Security Information / 2016 / Security Information -- DSA-3500-1 openssl

Debian Security Advisory

DSA-3500-1 openssl -- security update

Date Reported:

01 Mar 2016

Affected Packages:

openssl

Vulnerable:

Yes

Security database references:

In Mitre's CVE dictionary: CVE-2016-0702, CVE-2016-0705, CVE-2016-0797, CVE-2016-0798, CVE-2016-0799, CVE-2016-2842.

More information:

Several vulnerabilities were discovered in OpenSSL, a Secure Socket Layer toolkit.

• CVE-2016-0702

  Yuval Yarom from the University of Adelaide and NICTA, Daniel Genkin from Technion and Tel Aviv University, and Nadia Heninger from the University of Pennsylvania discovered a side-channel attack which makes use of cache-bank conflicts on the Intel Sandy-Bridge microarchitecture. This could allow local attackers to recover RSA private keys.

• CVE-2016-0705

  Adam Langley from Google discovered a double free bug when parsing malformed DSA private keys. This could allow remote attackers to cause a denial of service or memory corruption in applications parsing DSA private keys received from untrusted sources.

• CVE-2016-0797

  Guido Vranken discovered an integer overflow in the BN_hex2bn and BN_dec2bn functions that can lead to a NULL pointer dereference and heap corruption. This could allow remote attackers to cause a denial of service or memory corruption in applications processing hex or dec data received from untrusted sources.

• CVE-2016-0798

  Emilia Käsper of the OpenSSL development team discovered a memory leak in the SRP database lookup code. To mitigate the memory leak, the seed handling in SRP_VBASE_get_by_user is now disabled even if the user has configured a seed. Applications are advised to migrate to the SRP_VBASE_get1_by_user function.

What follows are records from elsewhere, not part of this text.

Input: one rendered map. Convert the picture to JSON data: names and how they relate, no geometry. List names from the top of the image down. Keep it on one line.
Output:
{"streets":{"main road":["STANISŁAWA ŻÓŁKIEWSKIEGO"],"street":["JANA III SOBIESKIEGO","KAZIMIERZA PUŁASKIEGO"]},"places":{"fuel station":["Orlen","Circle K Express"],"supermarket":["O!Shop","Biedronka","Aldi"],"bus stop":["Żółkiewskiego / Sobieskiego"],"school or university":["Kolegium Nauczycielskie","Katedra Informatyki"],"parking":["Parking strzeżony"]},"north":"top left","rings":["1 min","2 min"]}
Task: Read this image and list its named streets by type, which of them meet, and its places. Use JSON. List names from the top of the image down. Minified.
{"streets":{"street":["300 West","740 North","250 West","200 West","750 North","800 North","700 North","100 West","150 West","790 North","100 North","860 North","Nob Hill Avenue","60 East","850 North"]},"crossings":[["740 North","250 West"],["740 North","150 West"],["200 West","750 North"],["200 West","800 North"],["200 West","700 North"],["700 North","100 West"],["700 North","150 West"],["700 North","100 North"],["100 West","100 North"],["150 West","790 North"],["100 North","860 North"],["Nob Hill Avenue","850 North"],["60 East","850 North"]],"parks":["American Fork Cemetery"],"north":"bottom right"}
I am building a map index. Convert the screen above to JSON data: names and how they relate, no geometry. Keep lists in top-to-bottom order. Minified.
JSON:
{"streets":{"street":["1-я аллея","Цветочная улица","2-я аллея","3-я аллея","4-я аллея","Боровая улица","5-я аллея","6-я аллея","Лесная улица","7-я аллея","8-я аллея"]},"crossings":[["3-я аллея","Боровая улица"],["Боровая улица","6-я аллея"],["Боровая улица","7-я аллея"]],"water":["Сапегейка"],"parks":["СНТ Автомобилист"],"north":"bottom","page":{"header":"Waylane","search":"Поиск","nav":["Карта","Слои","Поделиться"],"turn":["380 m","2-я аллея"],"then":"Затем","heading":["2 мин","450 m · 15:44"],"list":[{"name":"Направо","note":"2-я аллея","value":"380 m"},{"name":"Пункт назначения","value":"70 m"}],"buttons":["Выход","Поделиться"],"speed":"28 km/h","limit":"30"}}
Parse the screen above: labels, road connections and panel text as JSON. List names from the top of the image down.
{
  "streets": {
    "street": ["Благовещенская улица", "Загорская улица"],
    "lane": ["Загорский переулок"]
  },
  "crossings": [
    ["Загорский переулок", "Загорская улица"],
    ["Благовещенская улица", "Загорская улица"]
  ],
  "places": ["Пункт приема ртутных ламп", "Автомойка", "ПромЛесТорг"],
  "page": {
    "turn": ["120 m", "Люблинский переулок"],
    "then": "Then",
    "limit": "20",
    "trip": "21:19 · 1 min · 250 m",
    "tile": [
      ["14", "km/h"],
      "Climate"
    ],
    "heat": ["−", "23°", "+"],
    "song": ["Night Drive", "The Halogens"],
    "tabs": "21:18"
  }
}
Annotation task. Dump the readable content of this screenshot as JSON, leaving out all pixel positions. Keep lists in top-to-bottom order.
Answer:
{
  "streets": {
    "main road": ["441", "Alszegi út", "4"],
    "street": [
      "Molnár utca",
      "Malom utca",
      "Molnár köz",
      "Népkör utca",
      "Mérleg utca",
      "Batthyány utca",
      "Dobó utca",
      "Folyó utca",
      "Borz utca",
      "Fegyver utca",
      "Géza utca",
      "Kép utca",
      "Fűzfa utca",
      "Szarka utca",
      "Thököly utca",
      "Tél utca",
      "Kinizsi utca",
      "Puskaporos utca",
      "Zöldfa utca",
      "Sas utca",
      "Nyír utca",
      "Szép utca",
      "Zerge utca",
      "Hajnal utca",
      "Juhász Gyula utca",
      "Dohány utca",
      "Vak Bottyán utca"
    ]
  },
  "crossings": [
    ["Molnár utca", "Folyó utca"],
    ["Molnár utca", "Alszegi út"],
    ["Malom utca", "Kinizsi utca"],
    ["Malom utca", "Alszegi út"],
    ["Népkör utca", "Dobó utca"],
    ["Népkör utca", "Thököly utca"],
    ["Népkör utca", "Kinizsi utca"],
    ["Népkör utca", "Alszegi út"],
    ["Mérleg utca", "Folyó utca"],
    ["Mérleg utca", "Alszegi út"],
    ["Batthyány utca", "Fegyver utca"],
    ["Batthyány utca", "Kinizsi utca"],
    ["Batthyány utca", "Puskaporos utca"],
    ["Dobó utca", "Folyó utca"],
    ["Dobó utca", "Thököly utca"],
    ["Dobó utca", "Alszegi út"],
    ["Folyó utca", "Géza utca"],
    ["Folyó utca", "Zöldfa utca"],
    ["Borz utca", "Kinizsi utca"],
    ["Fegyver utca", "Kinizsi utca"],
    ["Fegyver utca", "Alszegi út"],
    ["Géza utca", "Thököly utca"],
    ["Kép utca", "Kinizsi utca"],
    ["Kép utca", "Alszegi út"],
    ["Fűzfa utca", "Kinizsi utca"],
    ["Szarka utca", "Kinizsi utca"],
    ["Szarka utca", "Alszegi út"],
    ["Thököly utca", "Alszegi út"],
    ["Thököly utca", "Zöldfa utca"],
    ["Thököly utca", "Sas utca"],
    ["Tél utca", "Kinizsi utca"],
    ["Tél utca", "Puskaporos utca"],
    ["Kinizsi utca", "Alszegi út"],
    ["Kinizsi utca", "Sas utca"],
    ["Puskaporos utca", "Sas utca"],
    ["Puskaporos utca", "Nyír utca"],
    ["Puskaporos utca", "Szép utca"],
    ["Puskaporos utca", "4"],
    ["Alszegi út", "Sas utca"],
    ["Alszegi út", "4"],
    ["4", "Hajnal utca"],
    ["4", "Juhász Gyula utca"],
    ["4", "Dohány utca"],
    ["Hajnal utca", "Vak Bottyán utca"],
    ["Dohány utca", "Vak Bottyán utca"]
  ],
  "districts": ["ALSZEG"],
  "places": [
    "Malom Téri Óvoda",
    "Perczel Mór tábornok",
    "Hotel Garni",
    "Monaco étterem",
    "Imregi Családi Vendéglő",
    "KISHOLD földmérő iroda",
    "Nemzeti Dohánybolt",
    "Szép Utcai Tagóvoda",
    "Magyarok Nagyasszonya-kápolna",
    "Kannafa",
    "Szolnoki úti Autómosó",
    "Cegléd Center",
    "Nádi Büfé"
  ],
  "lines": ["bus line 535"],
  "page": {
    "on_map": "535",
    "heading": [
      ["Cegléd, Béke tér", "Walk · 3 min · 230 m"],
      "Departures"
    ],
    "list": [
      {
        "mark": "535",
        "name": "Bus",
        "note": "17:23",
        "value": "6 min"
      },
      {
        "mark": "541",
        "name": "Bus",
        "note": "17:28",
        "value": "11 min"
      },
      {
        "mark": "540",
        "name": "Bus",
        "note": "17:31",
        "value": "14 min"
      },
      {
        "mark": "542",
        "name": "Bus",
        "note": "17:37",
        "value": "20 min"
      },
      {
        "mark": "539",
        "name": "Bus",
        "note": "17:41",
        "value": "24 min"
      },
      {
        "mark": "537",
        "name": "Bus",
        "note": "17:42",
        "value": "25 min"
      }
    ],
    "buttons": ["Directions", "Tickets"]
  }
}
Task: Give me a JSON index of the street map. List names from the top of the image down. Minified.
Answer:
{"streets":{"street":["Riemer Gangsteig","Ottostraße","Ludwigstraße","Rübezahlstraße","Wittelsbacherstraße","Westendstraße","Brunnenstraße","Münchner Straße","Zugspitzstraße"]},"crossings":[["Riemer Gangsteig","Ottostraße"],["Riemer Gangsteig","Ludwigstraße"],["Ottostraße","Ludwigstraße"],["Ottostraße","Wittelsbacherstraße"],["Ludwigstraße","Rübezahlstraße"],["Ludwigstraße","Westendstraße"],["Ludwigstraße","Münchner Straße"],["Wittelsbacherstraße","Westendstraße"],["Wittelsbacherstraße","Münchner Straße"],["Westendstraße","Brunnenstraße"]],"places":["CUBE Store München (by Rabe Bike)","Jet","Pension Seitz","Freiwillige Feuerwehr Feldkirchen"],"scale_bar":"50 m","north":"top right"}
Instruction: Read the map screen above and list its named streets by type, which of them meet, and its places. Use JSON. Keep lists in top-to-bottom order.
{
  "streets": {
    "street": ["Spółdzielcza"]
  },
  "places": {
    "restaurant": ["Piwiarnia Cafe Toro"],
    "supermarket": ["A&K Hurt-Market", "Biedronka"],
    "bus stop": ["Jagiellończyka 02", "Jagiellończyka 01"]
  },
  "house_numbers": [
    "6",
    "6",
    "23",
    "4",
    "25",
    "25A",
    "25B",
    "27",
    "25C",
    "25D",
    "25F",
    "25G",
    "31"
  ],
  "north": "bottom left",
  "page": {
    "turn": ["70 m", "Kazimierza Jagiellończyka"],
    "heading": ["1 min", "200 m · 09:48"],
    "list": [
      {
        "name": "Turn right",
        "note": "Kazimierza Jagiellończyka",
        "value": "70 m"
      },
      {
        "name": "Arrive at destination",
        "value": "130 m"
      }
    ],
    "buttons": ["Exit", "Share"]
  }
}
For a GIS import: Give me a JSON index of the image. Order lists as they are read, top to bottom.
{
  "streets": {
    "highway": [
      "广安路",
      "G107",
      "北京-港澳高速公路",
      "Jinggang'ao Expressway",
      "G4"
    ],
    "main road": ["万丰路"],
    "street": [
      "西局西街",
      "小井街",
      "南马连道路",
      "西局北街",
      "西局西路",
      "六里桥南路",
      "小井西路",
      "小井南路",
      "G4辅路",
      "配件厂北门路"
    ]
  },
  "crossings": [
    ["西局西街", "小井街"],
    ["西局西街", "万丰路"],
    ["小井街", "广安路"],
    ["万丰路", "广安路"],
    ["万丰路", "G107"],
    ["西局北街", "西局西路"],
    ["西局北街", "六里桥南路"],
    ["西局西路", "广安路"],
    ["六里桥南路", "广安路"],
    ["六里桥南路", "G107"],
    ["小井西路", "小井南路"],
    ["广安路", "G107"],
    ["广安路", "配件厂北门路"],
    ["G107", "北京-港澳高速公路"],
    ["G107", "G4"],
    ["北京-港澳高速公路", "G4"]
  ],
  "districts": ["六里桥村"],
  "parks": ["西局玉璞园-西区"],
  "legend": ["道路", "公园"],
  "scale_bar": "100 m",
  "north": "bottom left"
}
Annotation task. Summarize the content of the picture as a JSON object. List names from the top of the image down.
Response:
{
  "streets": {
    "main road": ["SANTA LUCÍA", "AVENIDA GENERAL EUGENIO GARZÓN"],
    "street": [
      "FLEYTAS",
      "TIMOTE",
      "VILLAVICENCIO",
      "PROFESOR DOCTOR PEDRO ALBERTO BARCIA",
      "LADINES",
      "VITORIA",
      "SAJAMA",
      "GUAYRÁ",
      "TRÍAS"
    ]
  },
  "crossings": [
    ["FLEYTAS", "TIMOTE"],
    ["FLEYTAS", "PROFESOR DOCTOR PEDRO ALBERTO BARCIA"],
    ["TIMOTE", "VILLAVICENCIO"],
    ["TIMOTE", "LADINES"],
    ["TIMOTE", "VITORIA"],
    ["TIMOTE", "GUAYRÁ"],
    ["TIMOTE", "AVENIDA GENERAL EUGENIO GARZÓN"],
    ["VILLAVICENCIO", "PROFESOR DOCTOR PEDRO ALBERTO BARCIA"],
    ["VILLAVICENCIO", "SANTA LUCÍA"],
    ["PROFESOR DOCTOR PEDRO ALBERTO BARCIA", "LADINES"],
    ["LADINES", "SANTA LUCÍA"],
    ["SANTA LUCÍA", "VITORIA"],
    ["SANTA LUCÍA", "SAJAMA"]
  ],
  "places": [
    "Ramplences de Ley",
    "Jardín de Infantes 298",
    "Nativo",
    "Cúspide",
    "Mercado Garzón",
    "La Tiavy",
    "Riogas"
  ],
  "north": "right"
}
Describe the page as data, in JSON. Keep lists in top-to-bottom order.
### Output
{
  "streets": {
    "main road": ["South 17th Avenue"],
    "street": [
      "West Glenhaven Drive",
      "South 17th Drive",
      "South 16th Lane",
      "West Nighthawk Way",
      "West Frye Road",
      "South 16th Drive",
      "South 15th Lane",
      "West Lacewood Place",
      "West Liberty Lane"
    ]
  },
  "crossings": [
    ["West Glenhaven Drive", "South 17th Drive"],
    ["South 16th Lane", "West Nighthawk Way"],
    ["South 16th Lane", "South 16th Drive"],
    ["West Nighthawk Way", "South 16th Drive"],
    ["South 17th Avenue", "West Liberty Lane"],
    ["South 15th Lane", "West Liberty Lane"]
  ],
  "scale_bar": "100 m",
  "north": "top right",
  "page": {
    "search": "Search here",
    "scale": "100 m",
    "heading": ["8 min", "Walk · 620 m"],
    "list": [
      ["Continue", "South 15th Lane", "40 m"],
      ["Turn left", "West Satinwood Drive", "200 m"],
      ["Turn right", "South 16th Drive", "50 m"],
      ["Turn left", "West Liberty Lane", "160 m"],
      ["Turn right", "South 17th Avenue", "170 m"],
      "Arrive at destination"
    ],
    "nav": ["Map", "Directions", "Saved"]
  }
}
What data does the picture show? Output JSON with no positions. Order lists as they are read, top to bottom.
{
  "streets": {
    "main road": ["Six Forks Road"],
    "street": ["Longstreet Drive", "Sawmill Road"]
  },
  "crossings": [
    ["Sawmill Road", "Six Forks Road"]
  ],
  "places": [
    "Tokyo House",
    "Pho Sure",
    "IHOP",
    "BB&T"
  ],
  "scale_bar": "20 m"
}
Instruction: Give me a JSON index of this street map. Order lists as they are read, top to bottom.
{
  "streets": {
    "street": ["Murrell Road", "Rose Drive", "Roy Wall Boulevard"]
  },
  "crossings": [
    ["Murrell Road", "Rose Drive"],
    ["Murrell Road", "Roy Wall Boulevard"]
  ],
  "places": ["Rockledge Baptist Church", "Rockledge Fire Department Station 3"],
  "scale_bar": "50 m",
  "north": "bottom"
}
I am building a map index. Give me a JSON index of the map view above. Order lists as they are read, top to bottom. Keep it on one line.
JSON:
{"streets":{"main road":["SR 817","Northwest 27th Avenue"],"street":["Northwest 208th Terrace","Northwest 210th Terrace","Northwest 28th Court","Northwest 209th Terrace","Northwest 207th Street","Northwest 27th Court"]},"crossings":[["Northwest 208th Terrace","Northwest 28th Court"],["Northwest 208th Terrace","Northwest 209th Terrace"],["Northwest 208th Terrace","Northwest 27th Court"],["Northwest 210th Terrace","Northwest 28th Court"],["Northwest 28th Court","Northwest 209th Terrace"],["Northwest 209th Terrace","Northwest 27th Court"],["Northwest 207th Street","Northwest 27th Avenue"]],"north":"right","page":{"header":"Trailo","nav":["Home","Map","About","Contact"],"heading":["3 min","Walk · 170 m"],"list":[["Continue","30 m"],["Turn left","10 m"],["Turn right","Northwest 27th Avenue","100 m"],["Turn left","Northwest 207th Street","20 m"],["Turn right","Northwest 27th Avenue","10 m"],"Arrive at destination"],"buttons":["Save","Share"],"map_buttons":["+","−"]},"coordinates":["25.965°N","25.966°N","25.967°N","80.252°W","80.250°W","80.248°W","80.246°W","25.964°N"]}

• CVE-2016-0799, CVE-2016-2842

  Guido Vranken discovered an integer overflow in the BIO_*printf functions that could lead to an OOB read when printing very long strings. Additionally the internal doapr_outch function can attempt to write to an arbitrary memory location in the event of a memory allocation failure. These issues will only occur on platforms where sizeof(size_t)> sizeof(int) like many 64 bit systems. This could allow remote attackers to cause a denial of service or memory corruption in applications that pass large amounts of untrusted data to the BIO_*printf functions.

Additionally the EXPORT and LOW ciphers were disabled since thay could be used as part of the DROWN (CVE-2016-0800) and SLOTH (CVE-2015-7575) attacks, but note that the oldstable (wheezy) and stable (jessie) distributions are not affected by those attacks since the SSLv2 protocol has already been dropped in the openssl package version 1.0.0c-2.

For the oldstable distribution (wheezy), these problems have been fixed in version 1.0.1e-2+deb7u20.

For the stable distribution (jessie), these problems have been fixed in version 1.0.1k-3+deb8u4.

For the unstable distribution (sid), these problems will be fixed shortly.

We recommend that you upgrade your openssl packages.